What you should do: Search the records below for the word "Keep", then return every line where it appears.

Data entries
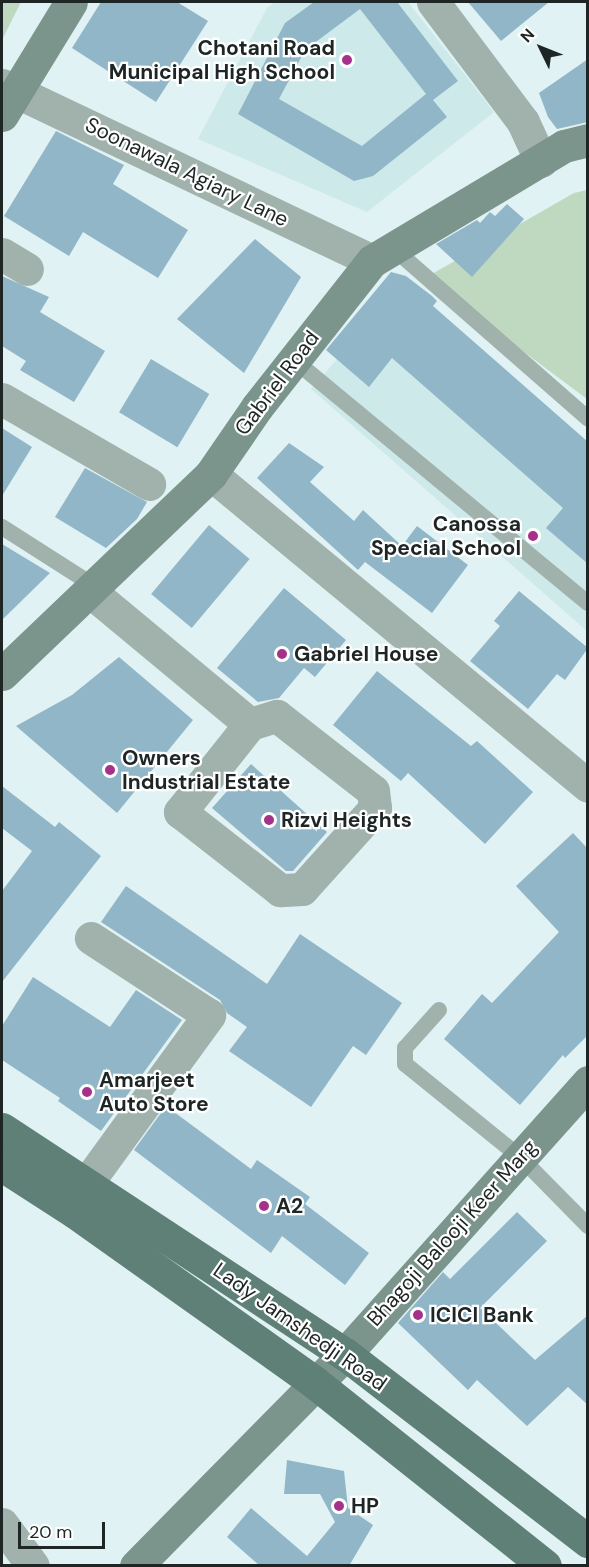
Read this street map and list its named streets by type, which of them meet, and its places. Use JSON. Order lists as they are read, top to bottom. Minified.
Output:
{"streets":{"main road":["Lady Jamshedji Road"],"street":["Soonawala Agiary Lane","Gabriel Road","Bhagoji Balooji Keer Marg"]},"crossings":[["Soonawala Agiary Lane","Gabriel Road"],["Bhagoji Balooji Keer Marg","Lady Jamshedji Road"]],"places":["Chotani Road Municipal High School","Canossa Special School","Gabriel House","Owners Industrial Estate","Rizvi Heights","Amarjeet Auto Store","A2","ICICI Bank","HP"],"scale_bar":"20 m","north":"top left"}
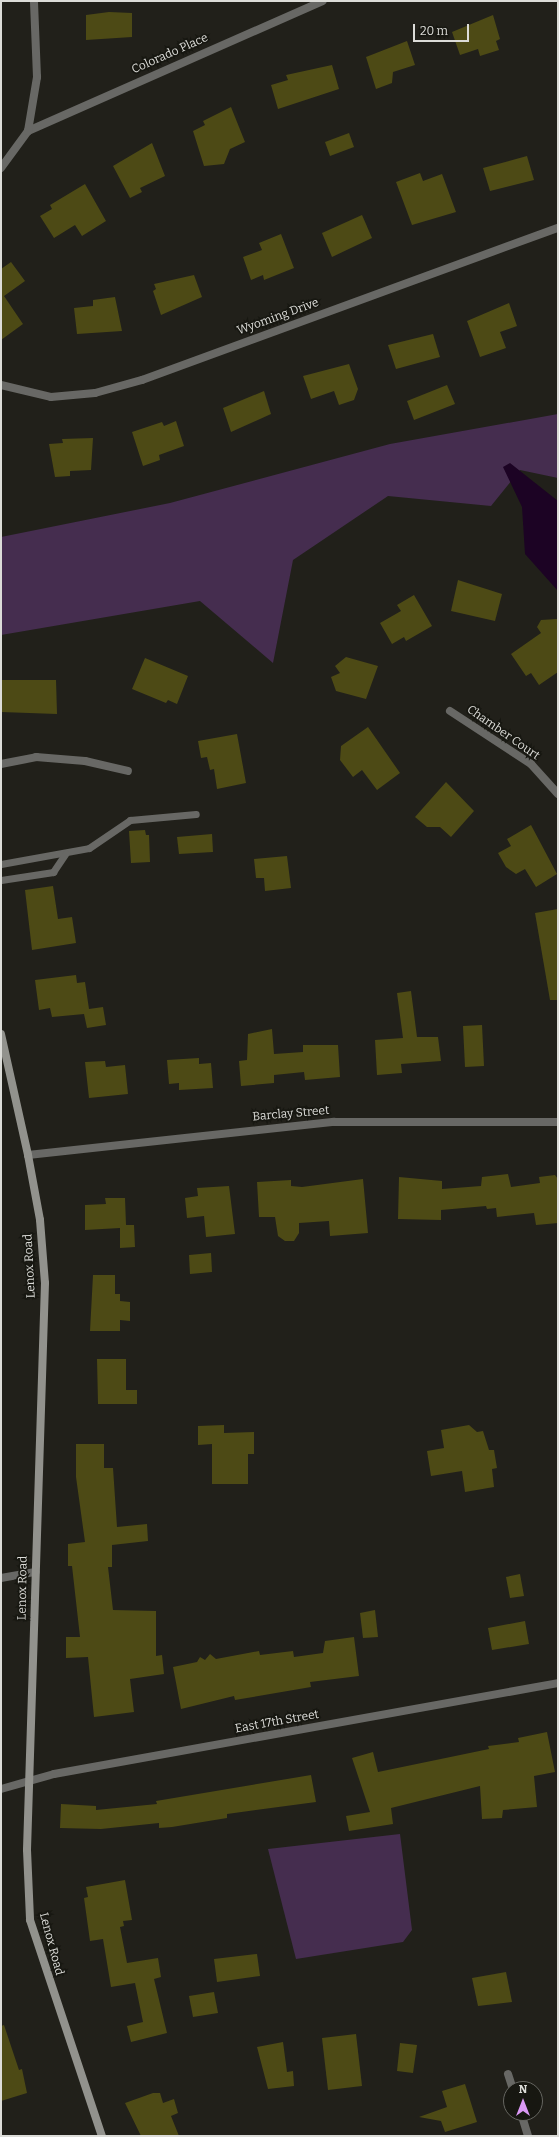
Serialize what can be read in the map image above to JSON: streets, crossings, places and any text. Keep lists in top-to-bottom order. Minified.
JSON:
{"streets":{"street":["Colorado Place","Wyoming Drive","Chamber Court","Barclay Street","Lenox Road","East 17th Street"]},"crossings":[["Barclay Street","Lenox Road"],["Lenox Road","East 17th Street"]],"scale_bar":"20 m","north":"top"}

==

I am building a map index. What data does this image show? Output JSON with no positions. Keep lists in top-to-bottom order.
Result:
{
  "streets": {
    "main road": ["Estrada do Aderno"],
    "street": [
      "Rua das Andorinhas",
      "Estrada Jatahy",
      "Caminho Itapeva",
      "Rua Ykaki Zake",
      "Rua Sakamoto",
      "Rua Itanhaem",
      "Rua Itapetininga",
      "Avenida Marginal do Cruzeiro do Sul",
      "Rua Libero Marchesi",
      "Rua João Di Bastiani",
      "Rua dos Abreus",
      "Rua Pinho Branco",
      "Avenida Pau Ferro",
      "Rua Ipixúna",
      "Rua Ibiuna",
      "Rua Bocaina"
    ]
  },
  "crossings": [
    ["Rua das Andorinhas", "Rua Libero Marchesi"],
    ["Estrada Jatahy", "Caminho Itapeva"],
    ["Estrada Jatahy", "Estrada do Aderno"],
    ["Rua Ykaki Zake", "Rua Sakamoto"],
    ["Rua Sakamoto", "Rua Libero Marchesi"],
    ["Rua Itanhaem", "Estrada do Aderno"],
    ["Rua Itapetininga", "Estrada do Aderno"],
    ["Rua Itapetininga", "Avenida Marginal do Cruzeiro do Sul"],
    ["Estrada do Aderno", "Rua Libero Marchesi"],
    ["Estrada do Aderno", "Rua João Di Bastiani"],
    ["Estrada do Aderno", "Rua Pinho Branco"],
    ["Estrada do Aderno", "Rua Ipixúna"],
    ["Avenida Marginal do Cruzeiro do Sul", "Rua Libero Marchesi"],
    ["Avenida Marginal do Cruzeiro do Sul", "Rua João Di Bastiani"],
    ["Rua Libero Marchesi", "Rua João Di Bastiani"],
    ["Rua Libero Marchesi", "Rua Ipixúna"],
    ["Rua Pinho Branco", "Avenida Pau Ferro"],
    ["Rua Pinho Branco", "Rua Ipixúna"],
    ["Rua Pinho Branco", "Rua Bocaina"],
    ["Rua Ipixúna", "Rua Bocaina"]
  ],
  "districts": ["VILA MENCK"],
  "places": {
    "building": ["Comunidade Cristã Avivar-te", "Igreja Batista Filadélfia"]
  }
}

Solution to this problem:
Serialize what can be read in the map image above to JSON: streets, crossings, places and any text. Keep lists in top-to-bottom order. Minified.
I am building a map index. What data does this image show? Output JSON with no positions. Keep lists in top-to-bottom order.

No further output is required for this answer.